[Records from a data collection]
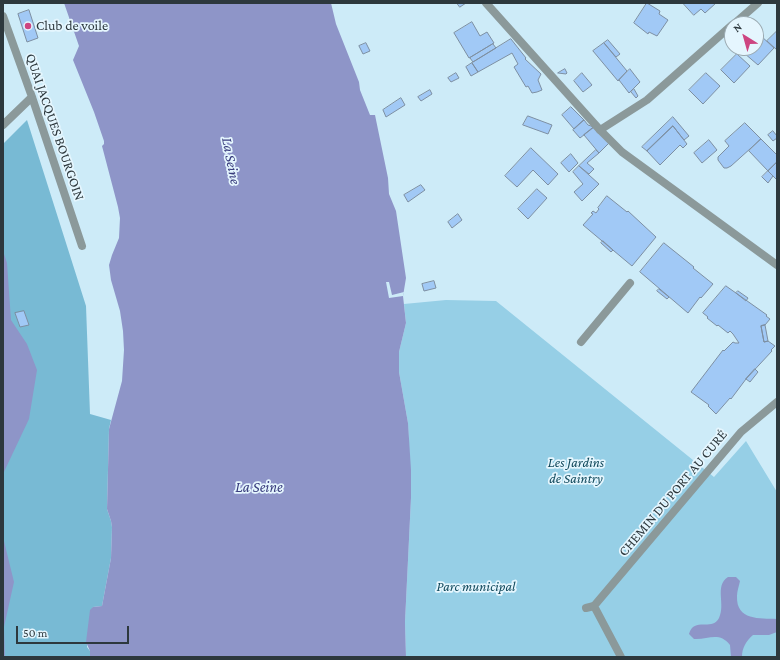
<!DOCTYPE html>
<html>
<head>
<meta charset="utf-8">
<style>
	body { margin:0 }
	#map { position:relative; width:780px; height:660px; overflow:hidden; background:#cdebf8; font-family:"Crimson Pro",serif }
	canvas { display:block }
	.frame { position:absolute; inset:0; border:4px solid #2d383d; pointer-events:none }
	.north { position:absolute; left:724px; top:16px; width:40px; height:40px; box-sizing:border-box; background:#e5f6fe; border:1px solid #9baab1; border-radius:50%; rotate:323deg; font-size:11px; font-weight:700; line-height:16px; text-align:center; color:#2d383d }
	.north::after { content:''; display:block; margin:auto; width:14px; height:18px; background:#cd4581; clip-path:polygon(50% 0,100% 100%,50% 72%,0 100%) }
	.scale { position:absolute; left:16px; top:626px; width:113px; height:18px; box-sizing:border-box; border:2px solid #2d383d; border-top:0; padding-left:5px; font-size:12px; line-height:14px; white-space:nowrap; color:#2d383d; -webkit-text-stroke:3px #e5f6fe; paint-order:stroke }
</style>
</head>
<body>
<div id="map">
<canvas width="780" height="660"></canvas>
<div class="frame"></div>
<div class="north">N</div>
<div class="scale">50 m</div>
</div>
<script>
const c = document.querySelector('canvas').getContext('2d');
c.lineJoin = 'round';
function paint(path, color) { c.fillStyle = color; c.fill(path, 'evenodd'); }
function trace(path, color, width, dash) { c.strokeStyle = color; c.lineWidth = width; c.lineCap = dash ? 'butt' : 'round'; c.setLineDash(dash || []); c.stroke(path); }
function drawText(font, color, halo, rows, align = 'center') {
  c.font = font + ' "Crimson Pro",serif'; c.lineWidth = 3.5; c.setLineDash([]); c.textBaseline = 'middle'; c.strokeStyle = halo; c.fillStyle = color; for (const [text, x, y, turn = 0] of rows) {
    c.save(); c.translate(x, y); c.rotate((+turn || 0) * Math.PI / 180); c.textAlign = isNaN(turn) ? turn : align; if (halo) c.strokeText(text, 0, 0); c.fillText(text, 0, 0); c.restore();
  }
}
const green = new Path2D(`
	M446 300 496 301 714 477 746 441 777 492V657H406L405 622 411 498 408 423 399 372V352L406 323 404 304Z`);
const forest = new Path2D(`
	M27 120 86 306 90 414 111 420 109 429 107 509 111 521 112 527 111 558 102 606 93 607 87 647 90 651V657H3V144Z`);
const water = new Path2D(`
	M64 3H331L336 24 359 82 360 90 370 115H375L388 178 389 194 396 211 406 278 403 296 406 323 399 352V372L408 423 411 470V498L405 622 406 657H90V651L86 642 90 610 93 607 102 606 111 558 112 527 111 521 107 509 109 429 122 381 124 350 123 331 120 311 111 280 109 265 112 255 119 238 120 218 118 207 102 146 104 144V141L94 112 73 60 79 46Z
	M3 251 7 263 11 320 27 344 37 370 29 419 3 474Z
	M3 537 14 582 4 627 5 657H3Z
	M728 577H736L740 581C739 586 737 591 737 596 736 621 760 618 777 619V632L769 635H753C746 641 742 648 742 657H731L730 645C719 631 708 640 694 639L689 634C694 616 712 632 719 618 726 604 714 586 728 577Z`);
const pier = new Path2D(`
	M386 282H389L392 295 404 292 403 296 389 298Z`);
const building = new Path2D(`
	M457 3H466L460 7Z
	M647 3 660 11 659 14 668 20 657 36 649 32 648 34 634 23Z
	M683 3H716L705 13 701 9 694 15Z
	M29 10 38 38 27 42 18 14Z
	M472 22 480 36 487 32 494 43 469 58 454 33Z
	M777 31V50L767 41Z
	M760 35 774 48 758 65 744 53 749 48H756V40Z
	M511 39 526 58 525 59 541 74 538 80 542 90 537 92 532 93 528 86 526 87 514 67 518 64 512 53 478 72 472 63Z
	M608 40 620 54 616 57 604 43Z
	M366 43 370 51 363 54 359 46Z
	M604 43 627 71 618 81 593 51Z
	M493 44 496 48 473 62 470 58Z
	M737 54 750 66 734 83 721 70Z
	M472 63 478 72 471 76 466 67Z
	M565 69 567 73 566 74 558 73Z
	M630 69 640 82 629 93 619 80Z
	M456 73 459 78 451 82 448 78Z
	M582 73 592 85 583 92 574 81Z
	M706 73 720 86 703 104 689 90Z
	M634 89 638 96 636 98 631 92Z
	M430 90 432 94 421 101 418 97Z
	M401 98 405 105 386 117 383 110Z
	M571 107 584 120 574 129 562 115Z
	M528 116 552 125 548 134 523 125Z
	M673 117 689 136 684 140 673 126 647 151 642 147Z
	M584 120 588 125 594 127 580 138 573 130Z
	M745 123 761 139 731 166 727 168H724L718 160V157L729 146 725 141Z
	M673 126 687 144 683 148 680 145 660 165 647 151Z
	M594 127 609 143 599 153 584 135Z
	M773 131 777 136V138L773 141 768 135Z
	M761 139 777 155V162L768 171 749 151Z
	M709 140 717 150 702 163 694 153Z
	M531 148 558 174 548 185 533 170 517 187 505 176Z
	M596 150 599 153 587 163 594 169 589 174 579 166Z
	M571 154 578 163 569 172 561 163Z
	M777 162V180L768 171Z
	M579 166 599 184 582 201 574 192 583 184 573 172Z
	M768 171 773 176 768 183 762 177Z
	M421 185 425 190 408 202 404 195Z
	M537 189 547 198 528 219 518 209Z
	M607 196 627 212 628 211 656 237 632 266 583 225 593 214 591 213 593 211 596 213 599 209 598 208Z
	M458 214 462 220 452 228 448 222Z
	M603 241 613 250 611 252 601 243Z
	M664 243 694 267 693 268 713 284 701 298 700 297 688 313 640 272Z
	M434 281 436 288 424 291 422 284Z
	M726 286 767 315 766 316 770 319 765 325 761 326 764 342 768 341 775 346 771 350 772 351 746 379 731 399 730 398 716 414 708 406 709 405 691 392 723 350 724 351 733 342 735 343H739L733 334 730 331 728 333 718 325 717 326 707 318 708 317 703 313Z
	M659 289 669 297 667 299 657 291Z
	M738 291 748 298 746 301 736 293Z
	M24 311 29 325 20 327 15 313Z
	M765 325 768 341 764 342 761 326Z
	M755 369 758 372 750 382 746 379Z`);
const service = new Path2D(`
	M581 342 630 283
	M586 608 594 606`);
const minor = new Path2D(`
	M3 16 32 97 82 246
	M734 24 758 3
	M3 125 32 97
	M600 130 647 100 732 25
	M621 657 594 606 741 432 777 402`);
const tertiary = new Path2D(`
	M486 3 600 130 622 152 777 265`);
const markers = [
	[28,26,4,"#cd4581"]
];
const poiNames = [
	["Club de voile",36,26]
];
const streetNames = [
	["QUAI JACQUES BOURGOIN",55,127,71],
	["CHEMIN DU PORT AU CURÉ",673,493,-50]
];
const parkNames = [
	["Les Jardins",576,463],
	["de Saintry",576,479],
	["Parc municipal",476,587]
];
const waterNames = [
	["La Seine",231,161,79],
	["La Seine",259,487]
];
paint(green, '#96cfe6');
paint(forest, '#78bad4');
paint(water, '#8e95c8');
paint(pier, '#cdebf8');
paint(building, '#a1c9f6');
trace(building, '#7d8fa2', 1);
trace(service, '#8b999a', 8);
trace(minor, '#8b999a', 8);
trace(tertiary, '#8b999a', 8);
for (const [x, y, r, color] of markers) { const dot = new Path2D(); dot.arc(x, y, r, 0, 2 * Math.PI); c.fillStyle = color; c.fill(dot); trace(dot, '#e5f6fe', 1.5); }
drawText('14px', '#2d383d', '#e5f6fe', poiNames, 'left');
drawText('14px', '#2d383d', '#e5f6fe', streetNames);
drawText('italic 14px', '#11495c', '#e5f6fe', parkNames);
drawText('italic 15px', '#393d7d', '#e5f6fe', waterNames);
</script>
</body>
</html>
...
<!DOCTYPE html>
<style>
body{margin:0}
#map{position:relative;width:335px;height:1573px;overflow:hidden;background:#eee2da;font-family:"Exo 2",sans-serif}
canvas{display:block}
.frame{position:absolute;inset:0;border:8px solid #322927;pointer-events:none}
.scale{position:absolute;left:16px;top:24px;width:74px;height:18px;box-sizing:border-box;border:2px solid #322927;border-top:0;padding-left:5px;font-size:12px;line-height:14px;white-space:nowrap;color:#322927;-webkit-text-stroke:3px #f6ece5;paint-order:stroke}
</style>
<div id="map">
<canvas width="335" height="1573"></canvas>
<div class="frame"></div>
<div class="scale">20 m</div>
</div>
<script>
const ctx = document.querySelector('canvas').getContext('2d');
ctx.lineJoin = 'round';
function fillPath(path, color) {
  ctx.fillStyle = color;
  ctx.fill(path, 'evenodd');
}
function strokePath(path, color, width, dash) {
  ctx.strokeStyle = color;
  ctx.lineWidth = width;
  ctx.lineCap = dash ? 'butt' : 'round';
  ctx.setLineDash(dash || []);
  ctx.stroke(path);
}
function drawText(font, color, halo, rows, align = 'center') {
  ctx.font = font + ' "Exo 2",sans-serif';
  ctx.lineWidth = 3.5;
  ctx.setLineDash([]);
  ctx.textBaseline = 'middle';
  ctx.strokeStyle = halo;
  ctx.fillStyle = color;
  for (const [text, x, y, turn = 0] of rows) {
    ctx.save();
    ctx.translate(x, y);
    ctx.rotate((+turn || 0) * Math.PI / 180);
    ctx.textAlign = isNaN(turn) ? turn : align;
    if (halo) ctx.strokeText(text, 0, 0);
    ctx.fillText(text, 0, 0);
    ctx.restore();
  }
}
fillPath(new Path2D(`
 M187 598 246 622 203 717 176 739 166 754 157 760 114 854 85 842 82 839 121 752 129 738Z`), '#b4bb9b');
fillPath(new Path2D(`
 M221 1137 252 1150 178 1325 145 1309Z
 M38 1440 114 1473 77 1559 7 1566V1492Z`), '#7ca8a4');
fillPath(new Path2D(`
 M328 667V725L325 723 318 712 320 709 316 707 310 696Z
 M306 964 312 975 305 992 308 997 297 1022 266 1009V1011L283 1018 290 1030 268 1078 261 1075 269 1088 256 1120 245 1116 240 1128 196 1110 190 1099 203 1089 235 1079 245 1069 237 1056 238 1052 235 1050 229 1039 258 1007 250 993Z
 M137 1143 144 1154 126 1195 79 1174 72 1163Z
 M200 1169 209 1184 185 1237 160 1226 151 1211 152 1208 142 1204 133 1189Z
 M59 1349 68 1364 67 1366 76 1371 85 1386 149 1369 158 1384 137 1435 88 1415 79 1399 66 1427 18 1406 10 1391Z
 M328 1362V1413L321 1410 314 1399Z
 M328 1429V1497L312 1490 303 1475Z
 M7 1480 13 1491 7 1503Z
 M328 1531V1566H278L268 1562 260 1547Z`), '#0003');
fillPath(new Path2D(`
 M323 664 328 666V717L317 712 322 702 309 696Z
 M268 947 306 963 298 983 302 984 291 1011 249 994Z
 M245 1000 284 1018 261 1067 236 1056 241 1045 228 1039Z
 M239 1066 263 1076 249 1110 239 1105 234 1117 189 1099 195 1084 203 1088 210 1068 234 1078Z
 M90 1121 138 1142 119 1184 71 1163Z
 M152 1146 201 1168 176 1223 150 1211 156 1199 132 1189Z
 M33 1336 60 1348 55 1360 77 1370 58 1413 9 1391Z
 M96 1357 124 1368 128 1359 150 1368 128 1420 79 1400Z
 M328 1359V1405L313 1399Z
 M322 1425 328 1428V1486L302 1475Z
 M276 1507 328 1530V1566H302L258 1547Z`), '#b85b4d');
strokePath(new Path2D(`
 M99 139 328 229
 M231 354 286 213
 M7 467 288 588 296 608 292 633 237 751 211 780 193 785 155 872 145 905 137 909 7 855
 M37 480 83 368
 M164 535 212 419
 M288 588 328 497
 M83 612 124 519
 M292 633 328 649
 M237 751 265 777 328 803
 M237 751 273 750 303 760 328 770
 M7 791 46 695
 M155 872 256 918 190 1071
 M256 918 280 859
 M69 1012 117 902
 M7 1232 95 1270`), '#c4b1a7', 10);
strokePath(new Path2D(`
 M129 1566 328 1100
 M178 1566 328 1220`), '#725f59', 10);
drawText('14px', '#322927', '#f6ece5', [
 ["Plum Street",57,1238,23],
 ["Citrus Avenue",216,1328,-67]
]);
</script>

#### What you are asked to do:
From the records above, reproduce exactly the lines from the one with "const ctx = document.querySelector('canvas').getContext('2d');" to the one with "ctx.strokeStyle = color;", both included, and no others.

#### The answer:
const ctx = document.querySelector('canvas').getContext('2d');
ctx.lineJoin = 'round';
function fillPath(path, color) {
  ctx.fillStyle = color;
  ctx.fill(path, 'evenodd');
}
function strokePath(path, color, width, dash) {
  ctx.strokeStyle = color;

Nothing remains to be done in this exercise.